EXERCISE DESCRIPTION
With the pictures removed, write out the full listing below exactly.

DATASET CONTENT
###
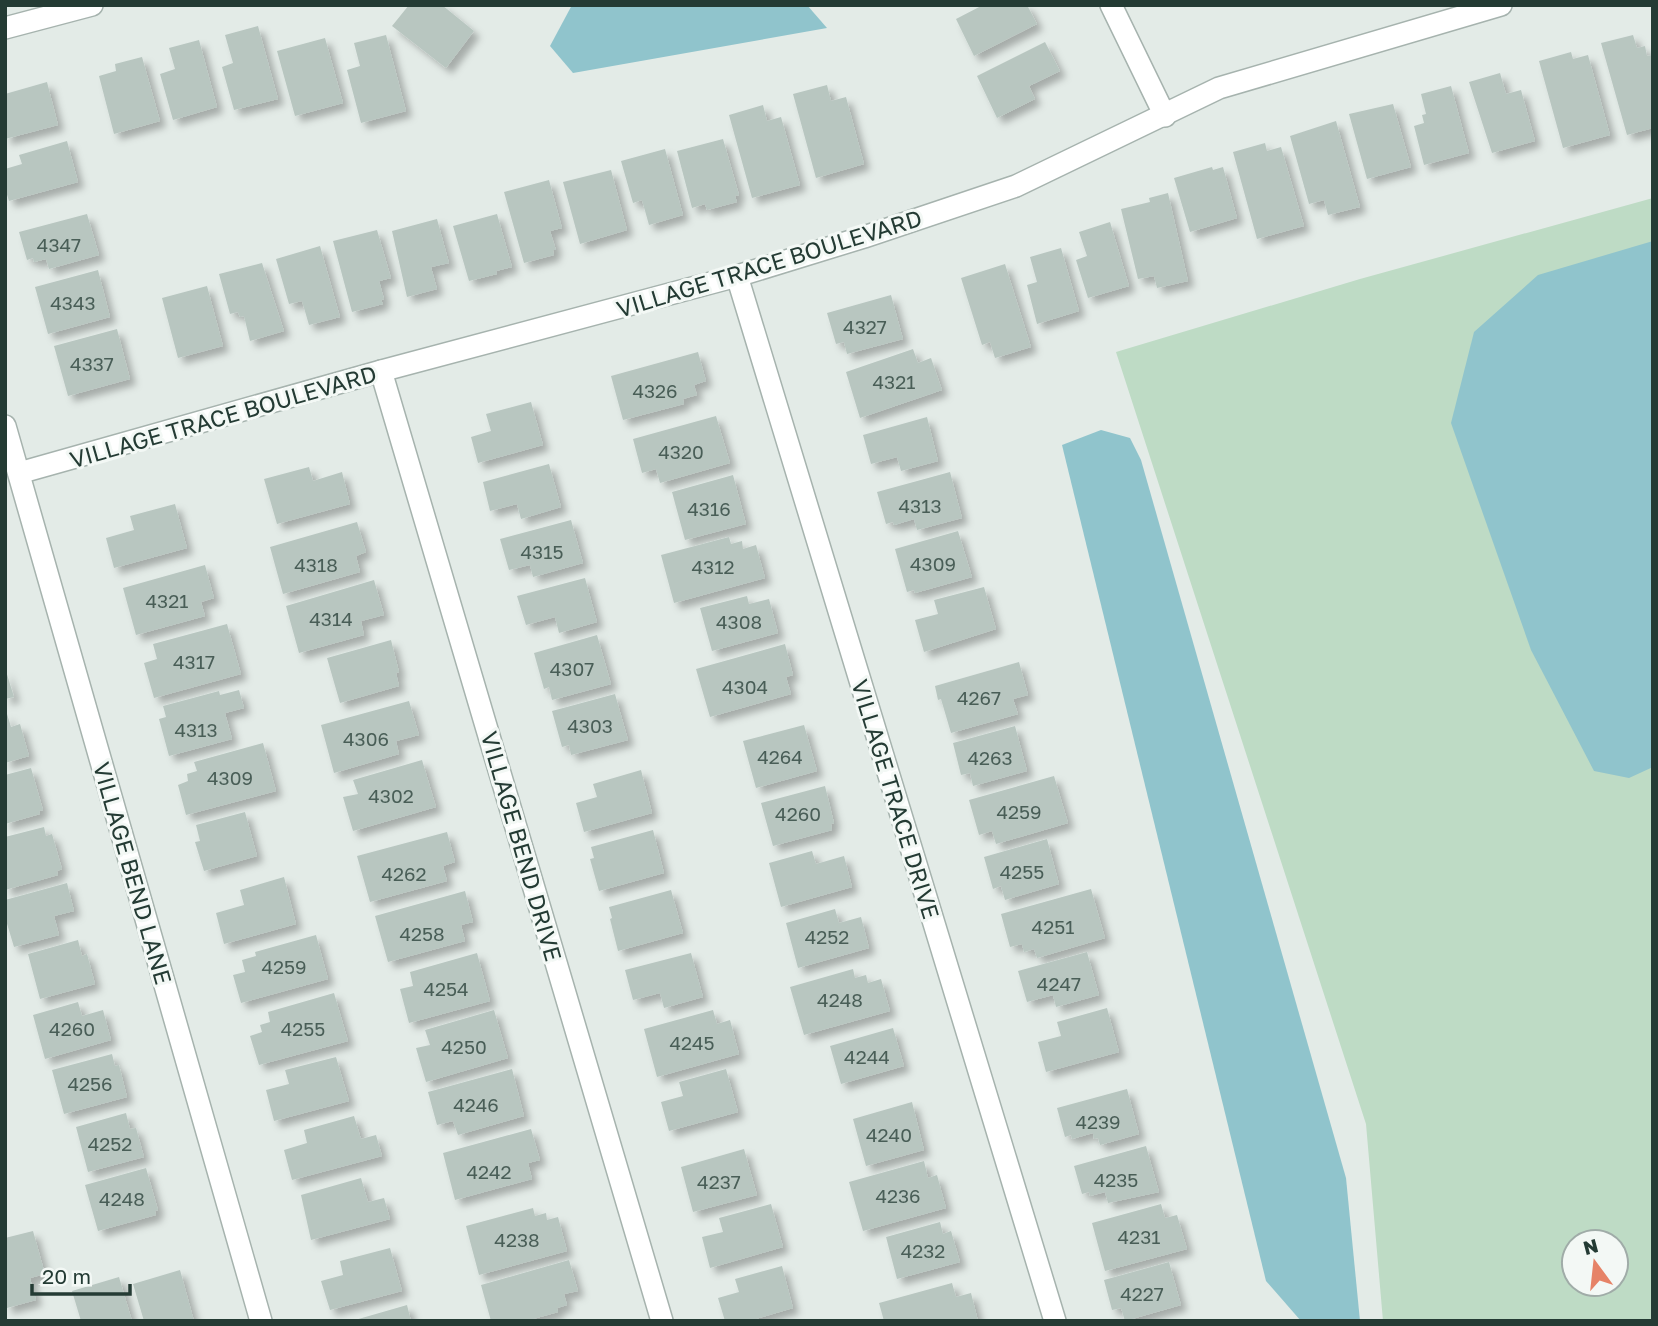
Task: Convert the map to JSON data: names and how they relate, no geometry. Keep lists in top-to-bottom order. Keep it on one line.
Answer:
{"streets":{"street":["VILLAGE TRACE BOULEVARD","VILLAGE TRACE DRIVE","VILLAGE BEND DRIVE","VILLAGE BEND LANE"]},"crossings":[["VILLAGE TRACE BOULEVARD","VILLAGE TRACE DRIVE"],["VILLAGE TRACE BOULEVARD","VILLAGE BEND DRIVE"],["VILLAGE TRACE BOULEVARD","VILLAGE BEND LANE"]],"house_numbers":["4347","4343","4327","4337","4321","4326","4320","4313","4316","4315","4309","4318","4312","4321","4314","4308","4317","4307","4304","4267","4303","4313","4306","4264","4263","4309","4302","4259","4260","4255","4262","4251","4258","4252","4259","4247","4254","4248","4260","4255","4245","4250","4244","4256","4246","4239","4240","4252","4242","4235","4237","4236","4248","4231","4238","4232","4227"],"scale_bar":"20 m","north":"top"}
###
YOUR SOLUTION
Task: Convert the map to JSON data: names and how they relate, no geometry. Keep lists in top-to-bottom order. Keep it on one line.
Answer:
{"streets":{"street":["VILLAGE TRACE BOULEVARD","VILLAGE TRACE DRIVE","VILLAGE BEND DRIVE","VILLAGE BEND LANE"]},"crossings":[["VILLAGE TRACE BOULEVARD","VILLAGE TRACE DRIVE"],["VILLAGE TRACE BOULEVARD","VILLAGE BEND DRIVE"],["VILLAGE TRACE BOULEVARD","VILLAGE BEND LANE"]],"house_numbers":["4347","4343","4327","4337","4321","4326","4320","4313","4316","4315","4309","4318","4312","4321","4314","4308","4317","4307","4304","4267","4303","4313","4306","4264","4263","4309","4302","4259","4260","4255","4262","4251","4258","4252","4259","4247","4254","4248","4260","4255","4245","4250","4244","4256","4246","4239","4240","4252","4242","4235","4237","4236","4248","4231","4238","4232","4227"],"scale_bar":"20 m","north":"top"}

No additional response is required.